All other rights are reserved by the copyright owner.

THIS SOFTWARE IS PROVIDED "AS IS". YOU ARE USING THIS SOFTWARE AT YOUR OWN RISK. ANY EXPRESS OR IMPLIED WARRANTIES, INCLUDING, BUT NOT LIMITED TO, THE IMPLIED WARRANTIES OF MERCHANTABILITY AND FITNESS FOR A PARTICULAR PURPOSE ARE DISCLAIMED. IN NO EVENT SHALL THE AUTHORS, CONTRIBUTORS, OR THE UNITED STATES GOVERNMENT BE LIABLE FOR ANY DIRECT, INDIRECT, INCIDENTAL, SPECIAL, EXEMPLARY, OR CONSEQUENTIAL DAMAGES (INCLUDING, BUT NOT LIMITED TO, PROCUREMENT OF SUBSTITUTE GOODS OR SERVICES; LOSS OF USE, DATA, OR PROFITS; OR BUSINESS INTERRUPTION) HOWEVER CAUSED AND ON ANY THEORY OF LIABILITY, WHETHER IN CONTRACT, STRICT LIABILITY, OR TORT (INCLUDING NEGLIGENCE OR OTHERWISE) ARISING IN ANY WAY OUT OF THE USE OF THIS SOFTWARE, EVEN IF ADVISED OF THE POSSIBILITY OF SUCH DAMAGE.

=============================================================================

Inputs

adjacency_matrix
Name:
adjacency_matrix
Description:

Adjacency matrix of the network indicating inter-institutional Granger causal relationships. It is generated as output arg connection_matrix from dynamic_causality_index.m. Note: values are yes/no flags, represented as 1/0 values, respectively.

Type:
float
Range:
{0,1}
Dimensions:

KxK matrix (This is a covariance matrix.)

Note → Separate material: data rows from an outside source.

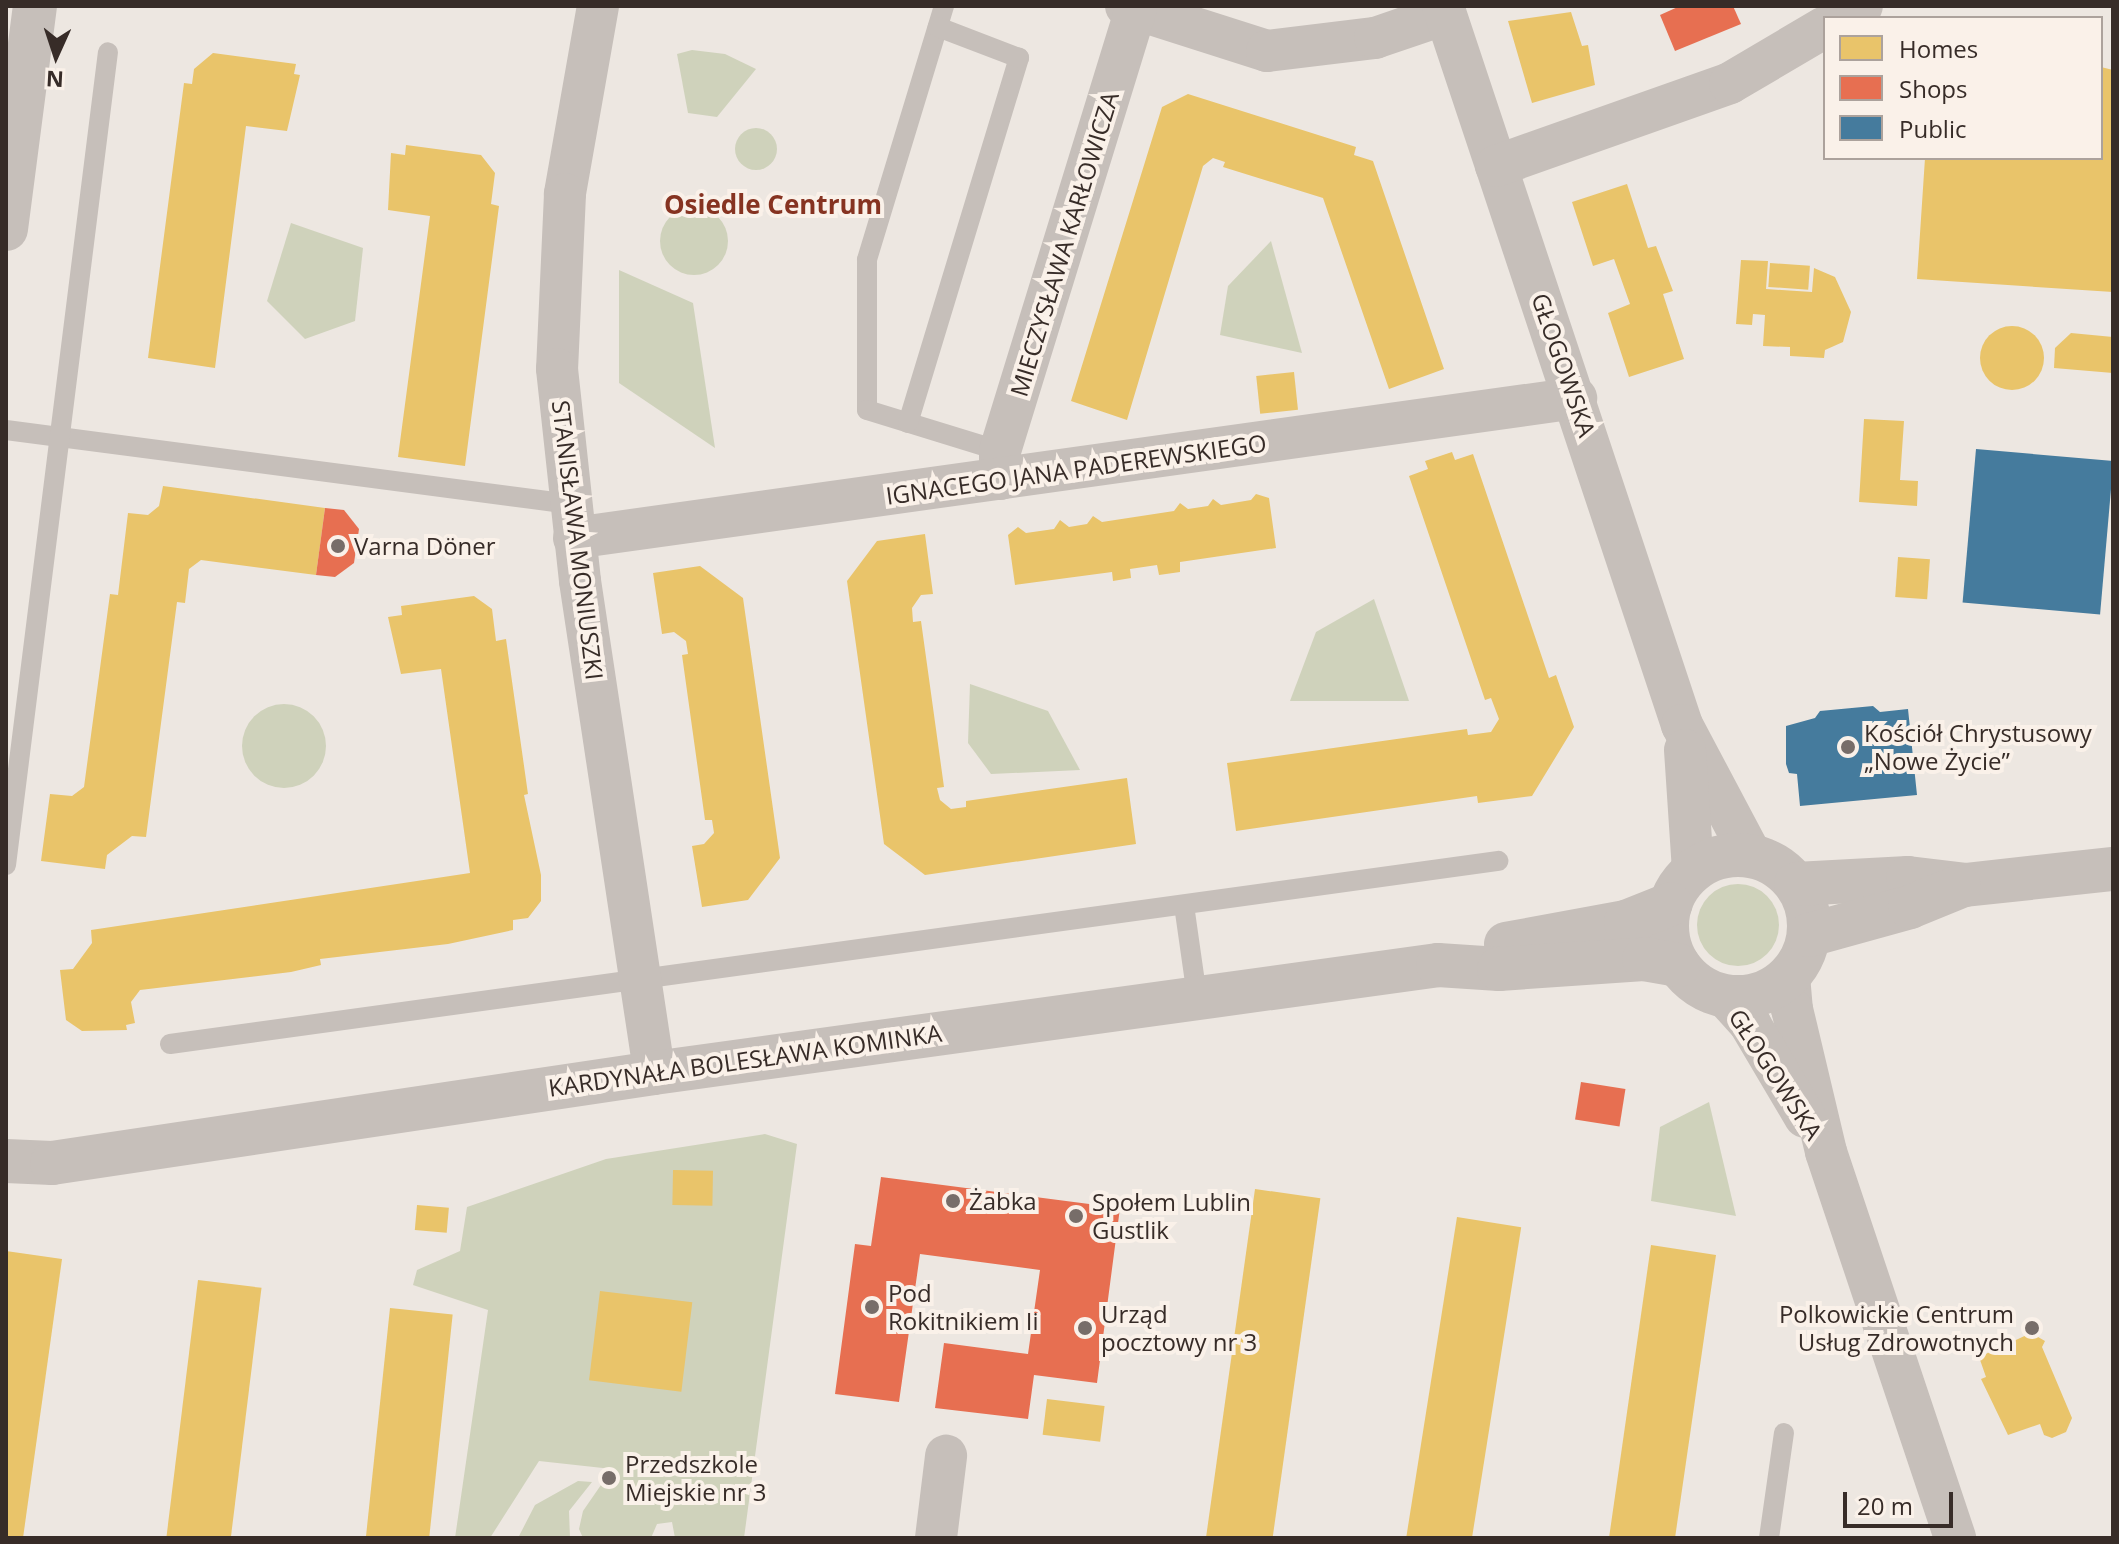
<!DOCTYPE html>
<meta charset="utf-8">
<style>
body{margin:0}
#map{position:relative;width:2119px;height:1544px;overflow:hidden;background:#ede7e1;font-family:"Open Sans",sans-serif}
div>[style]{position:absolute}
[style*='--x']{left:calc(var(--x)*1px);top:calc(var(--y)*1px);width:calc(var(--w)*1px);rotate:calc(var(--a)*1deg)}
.green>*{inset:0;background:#cfd2bb}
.round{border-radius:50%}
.homes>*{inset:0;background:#e9c46a;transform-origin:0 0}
.shops>*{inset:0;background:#e76f51;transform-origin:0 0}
.public>*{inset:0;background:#457b9d;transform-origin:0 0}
.service>*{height:20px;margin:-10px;padding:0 10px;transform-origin:10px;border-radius:10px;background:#c6bfba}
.minor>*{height:42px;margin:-21px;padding:0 21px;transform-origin:21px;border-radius:21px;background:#c6bfba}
.tertiary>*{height:44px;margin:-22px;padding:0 22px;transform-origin:22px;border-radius:22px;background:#c6bfba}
.tertiary>.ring{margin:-22px;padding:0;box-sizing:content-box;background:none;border:44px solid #c6bfba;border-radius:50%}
.dots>*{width:22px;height:22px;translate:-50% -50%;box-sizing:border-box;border:4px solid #faf1e9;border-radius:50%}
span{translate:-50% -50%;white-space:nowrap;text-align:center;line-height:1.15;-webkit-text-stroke:8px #faf1e9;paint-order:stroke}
.street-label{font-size:24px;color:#372c28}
.poi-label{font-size:24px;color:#372c28}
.left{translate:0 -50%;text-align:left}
.right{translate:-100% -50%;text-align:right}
.neighbourhood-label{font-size:26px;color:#863321;font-weight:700}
.frame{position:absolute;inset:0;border:8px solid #372c28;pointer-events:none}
.legend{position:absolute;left:1823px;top:16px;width:280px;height:144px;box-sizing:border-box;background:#faf1e9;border:2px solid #aca29c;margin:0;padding:10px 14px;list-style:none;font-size:24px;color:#372c28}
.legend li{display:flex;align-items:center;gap:16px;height:40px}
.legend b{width:40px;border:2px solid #aca29c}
.north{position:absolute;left:16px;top:16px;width:80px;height:80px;-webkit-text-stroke:6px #faf1e9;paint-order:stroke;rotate:183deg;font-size:22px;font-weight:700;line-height:32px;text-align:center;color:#372c28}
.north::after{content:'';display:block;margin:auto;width:28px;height:36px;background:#372c28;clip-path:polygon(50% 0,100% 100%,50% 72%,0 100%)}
.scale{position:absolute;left:1843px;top:1492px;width:110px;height:36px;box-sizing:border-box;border:4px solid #372c28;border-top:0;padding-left:10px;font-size:24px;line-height:28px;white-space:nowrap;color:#372c28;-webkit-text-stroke:6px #faf1e9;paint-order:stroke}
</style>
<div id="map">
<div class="green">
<i style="clip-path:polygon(692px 50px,725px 54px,756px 69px,717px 117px,688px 113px,677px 54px)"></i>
<i class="round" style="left:735px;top:128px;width:42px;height:42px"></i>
<i class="round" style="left:660px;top:207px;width:68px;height:68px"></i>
<i style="clip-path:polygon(291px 223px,363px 248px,355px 321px,305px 339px,267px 301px)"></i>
<i style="clip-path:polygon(1271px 241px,1302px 353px,1220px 335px,1228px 286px)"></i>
<i style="clip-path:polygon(619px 270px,693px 303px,715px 448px,619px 383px)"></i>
<i style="clip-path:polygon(1374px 599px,1409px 701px,1290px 701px,1316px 632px)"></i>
<i style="clip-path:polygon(970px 684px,1048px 711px,1080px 770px,991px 774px,968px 743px)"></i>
<i class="round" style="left:242px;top:704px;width:84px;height:84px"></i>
<i class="round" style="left:1697px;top:884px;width:82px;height:82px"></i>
<i style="clip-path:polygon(1709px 1102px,1736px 1216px,1651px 1201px,1660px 1127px)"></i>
<i style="clip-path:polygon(765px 1134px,797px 1144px,744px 1538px,675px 1538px,672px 1522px,657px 1524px,651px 1538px,583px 1538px,579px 1529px,583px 1511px,612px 1469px,539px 1461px,490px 1538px,455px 1538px,488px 1310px,413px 1285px,417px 1270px,460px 1251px,467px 1207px,606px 1159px)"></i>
<i style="clip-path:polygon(578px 1481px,592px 1482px,569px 1511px,570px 1538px,518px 1538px,535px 1505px)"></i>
</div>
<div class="homes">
<i style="clip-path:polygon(1571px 12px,1582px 46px,1588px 45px,1595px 85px,1532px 103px,1508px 21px)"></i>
<i style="clip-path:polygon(213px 53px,296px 64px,294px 74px,300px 75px,287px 131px,246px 126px,215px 368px,148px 358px,184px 83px,192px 84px,194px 69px)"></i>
<i style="clip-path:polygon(2101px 67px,2113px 70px,2113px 292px,1917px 279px,1925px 158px,2101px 158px)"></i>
<i style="clip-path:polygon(1188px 94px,1356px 147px,1354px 155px,1373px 161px,1444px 369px,1389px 389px,1323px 198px,1223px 167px,1225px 162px,1213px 158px,1203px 166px,1127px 420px,1071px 401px,1162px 107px)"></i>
<i style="clip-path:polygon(406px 145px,481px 155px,495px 173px,491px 204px,499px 206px,465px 466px,398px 457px,430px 216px,388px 210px,391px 153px,405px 155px)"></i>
<i style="clip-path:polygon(1627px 184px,1648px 248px,1656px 246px,1673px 291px,1663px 294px,1684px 359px,1629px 377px,1608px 313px,1630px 304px,1614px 259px,1593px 266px,1572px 202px)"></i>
<i style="clip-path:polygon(1741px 260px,1768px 261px,1766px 289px,1812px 292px,1814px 268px,1835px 277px,1851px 312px,1843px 342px,1825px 350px,1824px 358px,1790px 356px,1790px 347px,1763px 346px,1765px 315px,1753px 314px,1752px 325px,1736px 324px)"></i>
<i style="left:1770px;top:263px;width:40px;height:24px;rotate:4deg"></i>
<i class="round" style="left:1980px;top:326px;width:64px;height:64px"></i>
<i style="clip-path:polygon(2071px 333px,2113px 337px,2113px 373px,2054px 368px,2055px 348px)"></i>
<i style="left:1294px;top:372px;width:38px;height:38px;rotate:84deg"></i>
<i style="clip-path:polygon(1864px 419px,1904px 421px,1900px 480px,1918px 481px,1917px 506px,1859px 502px)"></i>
<i style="clip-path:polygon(1452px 452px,1455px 460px,1473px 454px,1549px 678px,1556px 675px,1574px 727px,1532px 796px,1478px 803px,1477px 796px,1236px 831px,1227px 763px,1467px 729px,1468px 735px,1491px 732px,1499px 719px,1491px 698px,1485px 700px,1409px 476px,1428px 469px,1425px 461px)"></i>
<i style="clip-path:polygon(163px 486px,325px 508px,316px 575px,201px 560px,189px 569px,185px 603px,177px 602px,146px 837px,132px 836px,107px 855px,105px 869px,41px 861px,50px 794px,72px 796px,84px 787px,110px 594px,118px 595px,128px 513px,148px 515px,159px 506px)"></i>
<i style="clip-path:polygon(1256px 494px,1269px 498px,1276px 548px,1180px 562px,1180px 572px,1159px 575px,1157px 565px,1130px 569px,1131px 578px,1113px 581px,1112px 572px,1015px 585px,1008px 535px,1018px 527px,1026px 533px,1054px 529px,1060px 520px,1069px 527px,1087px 524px,1093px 516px,1102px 522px,1174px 511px,1180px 503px,1188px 509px,1208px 506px,1213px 499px,1221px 505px,1251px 500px)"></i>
<i style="clip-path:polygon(925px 534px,933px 594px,921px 595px,912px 608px,913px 622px,921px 621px,944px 787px,937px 788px,940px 800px,951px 809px,966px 807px,966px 801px,1127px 778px,1136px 844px,925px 875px,884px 844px,847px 581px,877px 541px)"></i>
<i style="left:1898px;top:557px;width:32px;height:40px;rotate:4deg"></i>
<i style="clip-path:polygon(700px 566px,743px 598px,780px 858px,748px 900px,702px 907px,692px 846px,704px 844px,714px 833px,712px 820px,705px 820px,682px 655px,688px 654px,686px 641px,674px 632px,662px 634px,653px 573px)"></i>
<i style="clip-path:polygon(474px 596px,492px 609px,496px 641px,506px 639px,528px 794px,524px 795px,541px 875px,541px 901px,528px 918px,513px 920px,513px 930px,448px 944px,320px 959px,321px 965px,291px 972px,140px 990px,131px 1002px,135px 1023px,126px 1025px,127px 1030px,82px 1031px,66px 1020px,60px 970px,73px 969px,92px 943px,91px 930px,470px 873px,441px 669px,401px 674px,388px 617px,402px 615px,401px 606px)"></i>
<i style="left:673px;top:1170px;width:40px;height:35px;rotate:1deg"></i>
<i style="left:1255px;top:1189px;width:66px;height:353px;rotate:8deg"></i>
<i style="left:417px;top:1205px;width:32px;height:25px;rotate:5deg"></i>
<i style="left:1457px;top:1217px;width:65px;height:324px;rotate:9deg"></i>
<i style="clip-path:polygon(1651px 1245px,1716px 1255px,1693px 1414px,1675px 1538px,1609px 1538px)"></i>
<i style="clip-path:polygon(6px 1251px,62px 1259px,23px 1538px,6px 1538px)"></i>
<i style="left:198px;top:1280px;width:64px;height:261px;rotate:7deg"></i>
<i style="left:600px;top:1291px;width:93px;height:90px;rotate:7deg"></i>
<i style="left:390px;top:1308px;width:63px;height:233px;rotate:6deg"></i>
<i style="clip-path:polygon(2031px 1333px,2045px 1341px,2042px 1347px,2072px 1418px,2066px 1432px,2052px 1438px,2044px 1435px,2040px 1424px,2008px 1435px,1981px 1379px,1986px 1377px,1979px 1357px)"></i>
<i style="left:1047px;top:1399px;width:58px;height:36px;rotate:7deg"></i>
</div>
<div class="shops">
<i style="clip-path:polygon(1680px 6px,1733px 6px,1741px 24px,1675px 51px,1660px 15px)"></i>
<i style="clip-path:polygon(325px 508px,344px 510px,359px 529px,354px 563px,335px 577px,316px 575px)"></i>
<i style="left:1581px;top:1082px;width:45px;height:38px;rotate:9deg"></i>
<i style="clip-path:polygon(881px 1177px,1120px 1208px,1097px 1383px,1034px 1375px,1028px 1419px,935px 1408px,944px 1343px,1028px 1354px,1040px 1270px,920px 1254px,899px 1402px,835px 1394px,855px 1244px,871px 1246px)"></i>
</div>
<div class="public">
<i style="left:1976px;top:449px;width:138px;height:154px;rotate:5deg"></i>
<i style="clip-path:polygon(1873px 706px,1880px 712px,1908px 709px,1917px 795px,1800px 806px,1797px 774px,1789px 773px,1786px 764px,1786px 726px,1815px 718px,1820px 711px)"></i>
</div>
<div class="service">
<i style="--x:944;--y:6;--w:265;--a:106.9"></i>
<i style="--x:867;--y:260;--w:150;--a:90"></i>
<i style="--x:867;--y:410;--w:139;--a:17.1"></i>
<i style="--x:908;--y:423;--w:382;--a:-73.1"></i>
<i style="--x:1019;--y:58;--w:87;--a:-159.1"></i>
<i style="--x:6;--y:430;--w:569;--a:7.47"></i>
<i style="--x:6;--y:865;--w:819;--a:-82.85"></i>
<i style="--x:1184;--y:905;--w:92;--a:81.9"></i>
<i style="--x:170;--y:1044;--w:1341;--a:-7.85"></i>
<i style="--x:1769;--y:1538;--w:106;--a:-81.9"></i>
</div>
<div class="minor">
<i style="--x:598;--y:6;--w:191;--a:100"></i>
<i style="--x:565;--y:194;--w:175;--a:92.6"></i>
<i style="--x:557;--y:369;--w:213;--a:83.8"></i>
<i style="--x:580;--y:581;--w:498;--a:81.4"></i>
<i style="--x:1126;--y:6;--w:148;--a:17.7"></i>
<i style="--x:1267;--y:51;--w:109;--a:-6.9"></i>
<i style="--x:1375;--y:38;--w:74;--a:-18.9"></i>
<i style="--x:1443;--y:6;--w:758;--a:71.61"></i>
<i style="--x:1682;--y:725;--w:149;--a:62.1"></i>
<i style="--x:1840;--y:18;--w:25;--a:-29"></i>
<i style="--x:1496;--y:166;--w:248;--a:-19.5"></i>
<i style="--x:1730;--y:83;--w:110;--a:-30.5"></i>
<i style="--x:1000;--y:479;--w:28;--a:-90"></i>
<i style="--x:1000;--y:451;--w:462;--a:-72.9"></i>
<i style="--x:574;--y:538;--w:1012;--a:-7.95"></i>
<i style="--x:1685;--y:750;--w:121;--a:86.2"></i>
<i style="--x:1789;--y:976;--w:33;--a:85"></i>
<i style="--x:1792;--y:1009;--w:147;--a:76.6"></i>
<i style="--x:1826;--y:1152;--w:407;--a:71.5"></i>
<i style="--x:1725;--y:996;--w:38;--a:48"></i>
<i style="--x:1750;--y:1024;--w:108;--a:59.4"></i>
<i style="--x:936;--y:1538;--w:83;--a:-83"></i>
</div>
<div class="tertiary">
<i style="--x:6;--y:229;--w:225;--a:-82.6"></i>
<i class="ring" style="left:1667px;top:855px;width:98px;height:98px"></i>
<i style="--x:1796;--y:884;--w:112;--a:-3.1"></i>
<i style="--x:1908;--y:878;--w:57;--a:7"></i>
<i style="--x:1965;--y:885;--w:149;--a:-6.2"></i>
<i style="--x:1809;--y:935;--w:105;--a:-15.5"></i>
<i style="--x:1910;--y:907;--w:53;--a:-22.2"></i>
<i style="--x:1506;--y:944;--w:122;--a:-10.4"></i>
<i style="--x:1626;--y:922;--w:48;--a:-21.8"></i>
<i style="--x:6;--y:1161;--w:46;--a:2.5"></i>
<i style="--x:52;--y:1163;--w:609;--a:-8.5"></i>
<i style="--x:654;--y:1073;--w:791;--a:-7.84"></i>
<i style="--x:1438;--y:965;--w:61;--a:3.8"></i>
<i style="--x:1499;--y:969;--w:145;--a:-3.9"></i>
<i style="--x:1644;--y:959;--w:35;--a:10"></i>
</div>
<div class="dots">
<i style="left:338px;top:546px;background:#776d69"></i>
<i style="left:1848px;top:747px;background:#776d69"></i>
<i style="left:953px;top:1201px;background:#776d69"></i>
<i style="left:1076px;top:1216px;background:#776d69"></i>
<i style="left:872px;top:1307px;background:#776d69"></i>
<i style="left:1085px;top:1328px;background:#776d69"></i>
<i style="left:2032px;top:1328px;background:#776d69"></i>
<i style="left:609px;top:1478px;background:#776d69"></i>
</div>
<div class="street-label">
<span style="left:1064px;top:244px;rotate:-73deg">MIECZYSŁAWA KARŁOWICZA</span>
<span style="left:1564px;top:365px;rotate:71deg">GŁOGOWSKA</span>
<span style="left:1076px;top:469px;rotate:-8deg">IGNACEGO JANA PADEREWSKIEGO</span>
<span style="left:578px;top:540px;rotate:83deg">STANISŁAWA MONIUSZKI</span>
<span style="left:745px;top:1060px;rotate:-8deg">KARDYNAŁA BOLESŁAWA KOMINKA</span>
<span style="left:1776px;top:1074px;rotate:57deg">GŁOGOWSKA</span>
</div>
<div class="poi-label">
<span class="left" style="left:354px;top:546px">Varna Döner</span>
<span class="left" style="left:1864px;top:747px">Kościół Chrystusowy<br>„Nowe Życie”</span>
<span class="left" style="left:969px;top:1201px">Żabka</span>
<span class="left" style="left:1092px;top:1216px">Społem Lublin<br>Gustlik</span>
<span class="left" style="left:888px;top:1307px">Pod<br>Rokitnikiem Ii</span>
<span class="left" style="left:1101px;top:1328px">Urząd<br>pocztowy nr 3</span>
<span class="right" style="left:2014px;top:1328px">Polkowickie Centrum<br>Usług Zdrowotnych</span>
<span class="left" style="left:625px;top:1478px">Przedszkole<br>Miejskie nr 3</span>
</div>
<div class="neighbourhood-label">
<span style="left:773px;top:205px">Osiedle Centrum</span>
</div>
<div class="frame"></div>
<ul class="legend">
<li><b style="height:22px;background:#e9c46a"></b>Homes</li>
<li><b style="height:22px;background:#e76f51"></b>Shops</li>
<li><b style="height:22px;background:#457b9d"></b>Public</li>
</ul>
<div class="north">N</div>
<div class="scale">20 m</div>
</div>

  1. Rows represent institutions.
  2. Columns represent institutions.

node
Name:
node
Description:

The initial node from which we calculate all the shortest paths to any other node.

Type:
integer
Range:
{1,...,K}
Dimensions:

scalar


Outputs

cl
Name:
cl
Description:

Average shortest path length from the origin node (parameter) to any other node.

Type:
float
Range:
(0,+inf)
Dimensions:

Kx1 matrix

  1. Rows represent destination nodes.

Code

% Run warning message
warning('OFRwp0001:UntestedCode', ...
    ['This version of the source code is very preliminary, ' ...
     'and has not been thoroughly tested. Users should not rely on ' ...
     'these calculations.']);



% Find the distances from the node to all other nodes
distances = dijkstra(adjacency_matrix, node);

% Find the distances for the reachable nodes (including the same node)
reachable_nodes_distances = distances(distances<inf);

% We need to exclude the node itself when we divide
cl = sum(reachable_nodes_distances)/(length(reachable_nodes_distances) - 1);

Examples

NOTE: Numbers used in the examples are arbitrary valid values.
They do not necessarily represent a realistic or plausible scenario.

 Visual representation of the graph used:

         N4
         |  \
    N1 - N2 - N3    N6  <-- not connected
      \      /
       \   /
         N5

Adjacency_matrix may be symmetric or non-symmetric as granger relationships can be unidirectional or bidirectional between nodes.

 adjacency_matrix = [0,1,0,0,1,0; ...
                     1,0,1,1,0,0; ...
                     0,1,0,1,1,0; ...
                     0,1,1,0,0,0; ...
                     1,0,1,0,0,0; ...
                     0,0,0,0,0,0];

 node = 1;
 cl = calc_closeness(adjacency_matrix, node);

References

Billio et al. (2010). Econometric measures of systemic risk in the finance and insurance sectors (No. w16223). National Bureau of Economic Research.

Bisias et al. (2012). A survey of systemic risk analytics (Working paper #0001). Washington, DC: Office of Financial Research, 65-69.